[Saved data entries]
----------

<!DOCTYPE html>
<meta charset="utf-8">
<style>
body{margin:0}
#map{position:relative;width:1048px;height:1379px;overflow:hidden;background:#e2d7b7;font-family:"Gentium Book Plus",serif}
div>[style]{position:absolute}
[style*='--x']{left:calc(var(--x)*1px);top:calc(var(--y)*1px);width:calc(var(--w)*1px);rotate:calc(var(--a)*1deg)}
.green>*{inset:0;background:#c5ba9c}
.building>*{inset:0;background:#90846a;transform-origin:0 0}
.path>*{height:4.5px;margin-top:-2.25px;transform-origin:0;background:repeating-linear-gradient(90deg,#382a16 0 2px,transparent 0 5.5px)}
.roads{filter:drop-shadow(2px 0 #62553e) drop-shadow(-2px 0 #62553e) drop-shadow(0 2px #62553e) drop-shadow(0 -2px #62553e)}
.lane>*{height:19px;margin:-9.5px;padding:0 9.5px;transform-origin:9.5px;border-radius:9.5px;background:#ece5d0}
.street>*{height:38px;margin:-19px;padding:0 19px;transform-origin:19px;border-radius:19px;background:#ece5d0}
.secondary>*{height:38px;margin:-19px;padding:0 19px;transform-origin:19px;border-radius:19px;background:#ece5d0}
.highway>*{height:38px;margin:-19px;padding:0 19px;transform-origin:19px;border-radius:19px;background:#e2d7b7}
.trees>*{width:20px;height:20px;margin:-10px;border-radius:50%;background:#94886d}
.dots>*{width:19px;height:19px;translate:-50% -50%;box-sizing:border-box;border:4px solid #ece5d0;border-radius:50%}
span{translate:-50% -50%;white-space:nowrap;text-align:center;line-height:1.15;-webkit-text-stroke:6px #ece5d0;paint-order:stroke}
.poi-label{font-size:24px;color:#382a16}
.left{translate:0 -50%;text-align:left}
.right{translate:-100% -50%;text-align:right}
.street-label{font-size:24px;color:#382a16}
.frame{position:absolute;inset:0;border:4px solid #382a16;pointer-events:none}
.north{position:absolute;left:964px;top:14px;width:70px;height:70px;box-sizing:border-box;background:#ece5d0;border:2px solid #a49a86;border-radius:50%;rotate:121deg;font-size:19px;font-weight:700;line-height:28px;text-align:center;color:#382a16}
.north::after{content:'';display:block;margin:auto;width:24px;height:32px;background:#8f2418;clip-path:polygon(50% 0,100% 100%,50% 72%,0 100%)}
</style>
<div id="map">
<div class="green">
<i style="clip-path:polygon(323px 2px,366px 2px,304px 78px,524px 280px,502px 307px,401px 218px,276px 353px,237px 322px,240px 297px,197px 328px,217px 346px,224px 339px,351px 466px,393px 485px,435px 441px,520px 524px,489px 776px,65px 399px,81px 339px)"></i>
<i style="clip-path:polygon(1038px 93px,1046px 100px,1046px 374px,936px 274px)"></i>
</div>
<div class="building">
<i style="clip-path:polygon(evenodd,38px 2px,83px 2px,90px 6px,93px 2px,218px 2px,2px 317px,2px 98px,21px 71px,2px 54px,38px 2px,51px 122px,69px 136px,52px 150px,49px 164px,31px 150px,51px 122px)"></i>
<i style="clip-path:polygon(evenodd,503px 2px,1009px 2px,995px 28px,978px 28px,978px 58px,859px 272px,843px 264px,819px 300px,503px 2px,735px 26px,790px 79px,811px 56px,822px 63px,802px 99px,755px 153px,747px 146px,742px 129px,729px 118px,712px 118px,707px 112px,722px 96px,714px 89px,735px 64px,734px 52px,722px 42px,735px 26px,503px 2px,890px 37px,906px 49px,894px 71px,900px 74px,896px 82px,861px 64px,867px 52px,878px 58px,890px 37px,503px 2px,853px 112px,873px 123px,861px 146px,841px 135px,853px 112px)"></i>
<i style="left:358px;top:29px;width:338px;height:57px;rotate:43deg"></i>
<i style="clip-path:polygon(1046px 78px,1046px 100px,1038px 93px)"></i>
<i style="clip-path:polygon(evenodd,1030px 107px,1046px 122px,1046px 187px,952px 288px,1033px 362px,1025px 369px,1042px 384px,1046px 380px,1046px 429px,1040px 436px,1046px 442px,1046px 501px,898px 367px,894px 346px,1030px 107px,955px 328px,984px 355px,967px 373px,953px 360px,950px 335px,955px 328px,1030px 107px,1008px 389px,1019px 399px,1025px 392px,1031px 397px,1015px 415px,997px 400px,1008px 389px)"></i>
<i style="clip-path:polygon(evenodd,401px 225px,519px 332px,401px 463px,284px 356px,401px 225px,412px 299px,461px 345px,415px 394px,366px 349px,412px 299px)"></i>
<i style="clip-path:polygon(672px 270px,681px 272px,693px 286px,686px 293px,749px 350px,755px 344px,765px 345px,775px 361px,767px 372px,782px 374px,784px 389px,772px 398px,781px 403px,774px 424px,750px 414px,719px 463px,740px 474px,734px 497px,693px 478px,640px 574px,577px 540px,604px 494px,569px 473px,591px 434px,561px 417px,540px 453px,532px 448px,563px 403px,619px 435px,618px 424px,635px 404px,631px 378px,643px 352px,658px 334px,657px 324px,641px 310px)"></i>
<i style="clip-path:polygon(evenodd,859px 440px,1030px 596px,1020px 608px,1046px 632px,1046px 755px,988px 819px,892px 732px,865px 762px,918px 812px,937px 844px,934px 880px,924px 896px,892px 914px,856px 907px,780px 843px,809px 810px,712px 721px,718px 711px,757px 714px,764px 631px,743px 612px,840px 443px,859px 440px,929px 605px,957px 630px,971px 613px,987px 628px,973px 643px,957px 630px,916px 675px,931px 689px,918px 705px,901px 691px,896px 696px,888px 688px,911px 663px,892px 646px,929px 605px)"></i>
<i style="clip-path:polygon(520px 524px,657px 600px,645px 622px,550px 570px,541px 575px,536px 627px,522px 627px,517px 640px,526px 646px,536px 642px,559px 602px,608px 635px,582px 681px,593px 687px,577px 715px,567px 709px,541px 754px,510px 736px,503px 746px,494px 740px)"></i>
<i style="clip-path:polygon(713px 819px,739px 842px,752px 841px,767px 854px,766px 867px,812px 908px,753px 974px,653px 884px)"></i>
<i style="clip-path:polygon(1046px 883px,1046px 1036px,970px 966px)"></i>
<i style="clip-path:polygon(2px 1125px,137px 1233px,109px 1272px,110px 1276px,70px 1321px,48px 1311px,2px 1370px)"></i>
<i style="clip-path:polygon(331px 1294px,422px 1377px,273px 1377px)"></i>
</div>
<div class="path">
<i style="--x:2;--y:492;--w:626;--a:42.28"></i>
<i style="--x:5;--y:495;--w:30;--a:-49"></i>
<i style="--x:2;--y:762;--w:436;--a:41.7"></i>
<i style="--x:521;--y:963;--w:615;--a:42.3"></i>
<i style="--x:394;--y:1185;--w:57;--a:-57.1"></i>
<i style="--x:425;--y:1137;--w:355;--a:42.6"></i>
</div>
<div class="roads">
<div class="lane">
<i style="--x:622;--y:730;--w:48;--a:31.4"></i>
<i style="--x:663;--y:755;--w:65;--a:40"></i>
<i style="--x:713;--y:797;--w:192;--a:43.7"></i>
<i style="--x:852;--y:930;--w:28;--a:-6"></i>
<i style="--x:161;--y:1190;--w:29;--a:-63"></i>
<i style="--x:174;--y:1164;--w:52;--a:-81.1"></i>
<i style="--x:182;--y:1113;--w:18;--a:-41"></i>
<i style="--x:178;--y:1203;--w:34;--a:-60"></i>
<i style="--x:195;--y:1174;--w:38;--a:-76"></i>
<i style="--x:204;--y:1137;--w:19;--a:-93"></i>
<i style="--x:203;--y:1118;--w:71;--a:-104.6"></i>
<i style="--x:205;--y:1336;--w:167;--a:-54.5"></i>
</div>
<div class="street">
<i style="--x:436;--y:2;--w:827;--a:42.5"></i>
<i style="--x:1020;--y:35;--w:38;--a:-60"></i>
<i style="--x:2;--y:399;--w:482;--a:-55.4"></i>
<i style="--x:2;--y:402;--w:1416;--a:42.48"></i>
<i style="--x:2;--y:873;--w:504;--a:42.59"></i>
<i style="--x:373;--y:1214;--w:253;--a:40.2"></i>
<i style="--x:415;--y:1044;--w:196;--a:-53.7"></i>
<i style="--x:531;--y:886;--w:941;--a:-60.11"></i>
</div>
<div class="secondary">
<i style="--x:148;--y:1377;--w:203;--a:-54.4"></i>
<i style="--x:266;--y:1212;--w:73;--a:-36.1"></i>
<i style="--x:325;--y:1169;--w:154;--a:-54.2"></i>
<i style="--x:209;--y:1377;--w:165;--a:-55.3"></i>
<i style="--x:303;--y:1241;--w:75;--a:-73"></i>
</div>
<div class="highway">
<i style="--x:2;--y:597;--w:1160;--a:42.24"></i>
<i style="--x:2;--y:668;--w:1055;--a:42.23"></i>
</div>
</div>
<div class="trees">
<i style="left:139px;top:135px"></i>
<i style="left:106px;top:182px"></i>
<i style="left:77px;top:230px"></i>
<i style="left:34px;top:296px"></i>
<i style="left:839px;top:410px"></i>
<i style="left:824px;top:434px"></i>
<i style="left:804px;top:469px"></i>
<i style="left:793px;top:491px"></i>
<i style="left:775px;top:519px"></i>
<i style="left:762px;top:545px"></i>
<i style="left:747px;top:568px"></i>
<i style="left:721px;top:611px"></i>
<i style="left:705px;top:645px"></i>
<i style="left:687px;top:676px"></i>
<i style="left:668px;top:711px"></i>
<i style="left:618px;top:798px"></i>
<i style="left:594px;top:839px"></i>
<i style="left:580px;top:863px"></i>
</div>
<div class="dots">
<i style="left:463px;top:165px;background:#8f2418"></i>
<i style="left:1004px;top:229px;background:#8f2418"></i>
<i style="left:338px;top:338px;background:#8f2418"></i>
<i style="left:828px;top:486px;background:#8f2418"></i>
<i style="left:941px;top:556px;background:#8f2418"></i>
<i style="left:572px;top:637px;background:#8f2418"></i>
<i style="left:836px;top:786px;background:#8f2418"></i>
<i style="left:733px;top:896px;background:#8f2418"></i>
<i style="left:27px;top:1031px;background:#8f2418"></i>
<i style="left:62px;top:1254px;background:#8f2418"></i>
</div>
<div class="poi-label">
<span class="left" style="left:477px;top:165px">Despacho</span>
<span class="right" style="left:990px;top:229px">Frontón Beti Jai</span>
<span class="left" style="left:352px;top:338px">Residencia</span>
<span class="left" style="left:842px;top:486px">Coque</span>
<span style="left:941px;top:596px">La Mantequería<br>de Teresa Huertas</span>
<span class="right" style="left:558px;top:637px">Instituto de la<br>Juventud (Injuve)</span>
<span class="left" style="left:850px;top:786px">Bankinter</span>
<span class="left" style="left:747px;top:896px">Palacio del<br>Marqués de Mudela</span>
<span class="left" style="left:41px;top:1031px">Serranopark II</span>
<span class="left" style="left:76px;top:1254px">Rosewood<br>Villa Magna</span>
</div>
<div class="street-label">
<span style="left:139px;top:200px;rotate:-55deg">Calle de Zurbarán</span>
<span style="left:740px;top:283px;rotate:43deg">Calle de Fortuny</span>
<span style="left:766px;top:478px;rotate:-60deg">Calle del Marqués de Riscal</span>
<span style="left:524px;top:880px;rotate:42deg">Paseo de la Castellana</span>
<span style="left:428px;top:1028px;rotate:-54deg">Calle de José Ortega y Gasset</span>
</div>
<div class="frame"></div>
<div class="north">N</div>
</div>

----------

* [What you should do] Starting at the top of the data above, repeat every line exactly until the line containing "0 #62553e) drop-shadow(-2px" has been given, then stop.

* [Output below]
<!DOCTYPE html>
<meta charset="utf-8">
<style>
body{margin:0}
#map{position:relative;width:1048px;height:1379px;overflow:hidden;background:#e2d7b7;font-family:"Gentium Book Plus",serif}
div>[style]{position:absolute}
[style*='--x']{left:calc(var(--x)*1px);top:calc(var(--y)*1px);width:calc(var(--w)*1px);rotate:calc(var(--a)*1deg)}
.green>*{inset:0;background:#c5ba9c}
.building>*{inset:0;background:#90846a;transform-origin:0 0}
.path>*{height:4.5px;margin-top:-2.25px;transform-origin:0;background:repeating-linear-gradient(90deg,#382a16 0 2px,transparent 0 5.5px)}
.roads{filter:drop-shadow(2px 0 #62553e) drop-shadow(-2px 0 #62553e) drop-shadow(0 2px #62553e) drop-shadow(0 -2px #62553e)}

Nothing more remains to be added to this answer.